To determine how long it would take to double your money at 15.86 percent interest compounded annually, you can use the formula for compound interest:

A = P(1 + r/n)^(nt)

Where:
A = the amount of money at the end of the investment period
P = the principal amount (initial investment)
r = annual interest rate (as a decimal)
n = number of times interest is compounded per year
t = the number of years

In this case, you want to find the time it takes for the principal amount to double (A = 2P), so the formula can be rearranged:

2P = P(1 + r/n)^(nt)

Dividing both sides of the equation by P, we get:

2 = (1 + r/n)^(nt)

Taking the natural logarithm of both sides of the equation, we can solve for t:

ln(2) = nt * ln(1 + r/n)

Substituting the values we have:

ln(2) = t * ln(1 + 0.1586/1)

Simplifying:

ln(2) = t * ln(1.1586)

Now, we can solve for t by dividing both sides of the equation by ln(1.1586):

t = ln(2) / ln(1.1586)

Using a calculator, we can find:

t ≈ 4.51 years

Therefore, it would take approximately 4.51 years to double your money at 15.86 percent interest compounded annually.

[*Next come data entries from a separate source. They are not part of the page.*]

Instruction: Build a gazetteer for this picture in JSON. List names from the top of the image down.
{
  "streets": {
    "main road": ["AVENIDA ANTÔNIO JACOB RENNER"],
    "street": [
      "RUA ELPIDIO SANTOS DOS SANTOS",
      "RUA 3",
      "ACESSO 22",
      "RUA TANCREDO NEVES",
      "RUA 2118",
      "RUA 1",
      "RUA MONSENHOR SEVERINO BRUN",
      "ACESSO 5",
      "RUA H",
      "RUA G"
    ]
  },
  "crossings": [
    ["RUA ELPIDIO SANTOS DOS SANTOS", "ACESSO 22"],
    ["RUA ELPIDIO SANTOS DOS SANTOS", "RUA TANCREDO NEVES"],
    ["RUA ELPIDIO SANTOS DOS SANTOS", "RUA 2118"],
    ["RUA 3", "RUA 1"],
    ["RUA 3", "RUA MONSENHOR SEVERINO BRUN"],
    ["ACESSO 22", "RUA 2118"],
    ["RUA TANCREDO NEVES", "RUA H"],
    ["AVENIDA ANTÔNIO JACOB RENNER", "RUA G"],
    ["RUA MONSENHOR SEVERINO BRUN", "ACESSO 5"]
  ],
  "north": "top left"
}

To find out how long it would take to double your money at a given interest rate with compounding, you can use the formula for compound interest. The formula is:

A = P * (1 + r/n)^(n*t)

Where:
A = the final amount (double the initial amount in this case)
P = the principal (initial amount)
r = the interest rate (in decimal form)
n = the number of times that interest is compounded per year
t = the time (in years)

In this case, you want to double your money, so A is twice the initial amount. Let's call the initial amount P, so A = 2P. The interest rate is 15.86% or 0.1586 in decimal form. And since interest is compounded annually, n = 1.

Plugging these values into the formula, we have:

2P = P * (1 + 0.1586/1)^(1*t)

Simplifying the equation:

2 = (1 + 0.1586)^t

Now, we need to solve for t. We can take the logarithm of both sides to isolate t:

log(2) = log((1 + 0.1586)^t)

Using the logarithm properties, we can bring down the exponent:

log(2) = t * log(1 + 0.1586)

Now, we can divide both sides by log(1 + 0.1586) to solve for t:

t = log(2) / log(1 + 0.1586)

Using a calculator, the approximate value of t is 4.45 years.

Therefore, it would take approximately 4.45 years to double your money at an interest rate of 15.86% with interest compounded annually.